Mangione’s Goodreads lists have become tantalizing fodder for Internet sleuths seeking insight into the mental state of an accused CEO shooter. There are obvious standouts like the Unabomber manifesto or JD Vance’s Hillbilly Elegy, but amid these higher-profile picks is a more mundane work in the genre of corporate self-help: Mihaly Csikszentmihaly’s Flow: The Psychology of Optimal Experience. This book appears only in Mangione’s “want to read” list, but his handwritten notes on a different text that mentions Flow, Angela Duckworth’s Grit, show that he had already engaged with Csikszentmihaly’s main precepts. “Flow,” Mangione explained to his future self, “is a state of complete concentration at [a] high challenge level, yet [it is] effortless.” Csikszentmihaly himself defines flow as “the state in which реорlе are so involved in an activity that nothing else seems to matter.” When we are in this state, he writes, we are released from the “anonymous forces” that usually harass us and begin to feel that we are “in control of our actions, masters of our own fate”—a feeling that, however painfully acquired, brings “exhilaration.”
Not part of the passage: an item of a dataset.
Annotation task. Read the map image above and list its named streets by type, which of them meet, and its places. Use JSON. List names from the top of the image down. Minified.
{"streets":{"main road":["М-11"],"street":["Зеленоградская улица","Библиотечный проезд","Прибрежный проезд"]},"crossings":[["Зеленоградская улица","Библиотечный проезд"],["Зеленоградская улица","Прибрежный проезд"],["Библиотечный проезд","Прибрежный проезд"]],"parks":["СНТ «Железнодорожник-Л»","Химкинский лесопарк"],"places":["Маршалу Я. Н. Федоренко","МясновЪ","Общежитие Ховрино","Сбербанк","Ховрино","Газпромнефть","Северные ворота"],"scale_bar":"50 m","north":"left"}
Csikszentmihaly originated his signature concept in the 1970s, while working as an academic psychologist at the University of Chicago. In the half-century since, it has become, in the words of scholar Braxton Soderman, ubiquitous in “the aspirational worlds of self-help, self-care, and wellness.” A useful tool for corporate managers trying to squeeze more productivity out of their employees, flow has also attracted self-styled experts in “life-hacking,” wellness, and the optimization of the self—as well as both centrist and far-right politicians.
In the 1990s, Bill Clinton called Csikszentmihalyi “one of his current favorite authors,” while Newt Gingrich “put his work on the reading list for a political planning committee.” It’s not hard to see why Csikszentmihalyi’s style of corporate self-help draws in acolytes of American-style capitalism, from regional managers to US presidents. For one thing, he defined success as they do: in terms of the amount of money and power one can amass on one’s own. For the psychologist, men like Lee Iaccoca and Ross Perot exemplify “the best sensate approach to life” because they turned their frowns upside-down, channeling setbacks into successes.
What does any of this political crossover have to do with Luigi Mangione, beyond the fact that he apparently intended to read Flow? The answer lies in the affinity between self-help culture and neoliberal economics. Csikszentmihaly claimed that his techniques enable “every person, no matter how unfit” to “rise a little higher, go a little faster, and grow to be a little stronger.” This language echoes human capital theory, which posits that workers’ value derives not from their labor but from the investments they make in their own education or training.
Inspired by Adam Smith, the term “human capital” was already in use by the early 20th century. It gained traction through the work of Milton Friedman and Gary Becker, who developed their own version of the idea in the same period—and in the same place, the University of Chicago—as Csikszentmihaly was refining his concept of “flow.” Along with Friedman dicta like “there’s no such thing as a free lunch,” the title of his best-selling free-market apologia, human capital theory has helped justify austerity, deregulation, and disinvestment from public projects since the Reagan era. It can also be read as a radical form of self-help in and of itself: To believe in the power of human capital is to deny that structural factors, rather than individual effort, could contribute to success or failure.
The ideal practitioner of human capital theory becomes an army of one, hauling themselves up by their bootstraps toward what Flow calls “optimal experience.” At its limit, human capital theory turns mystical, departing the realm of the rational to become the “the power of positive thinking” or “the Secret.” A more modern incarnation is “lucky girl syndrome,” a trend in which TikTok influencers encourage followers to “manifest” the things they want by “assum[ing] and believ[ing] it before the concrete proof shows up.” The ultimate promise of this type of thinking is that, even if society and its protections fall away entirely, we can simply will our joys and successes into being.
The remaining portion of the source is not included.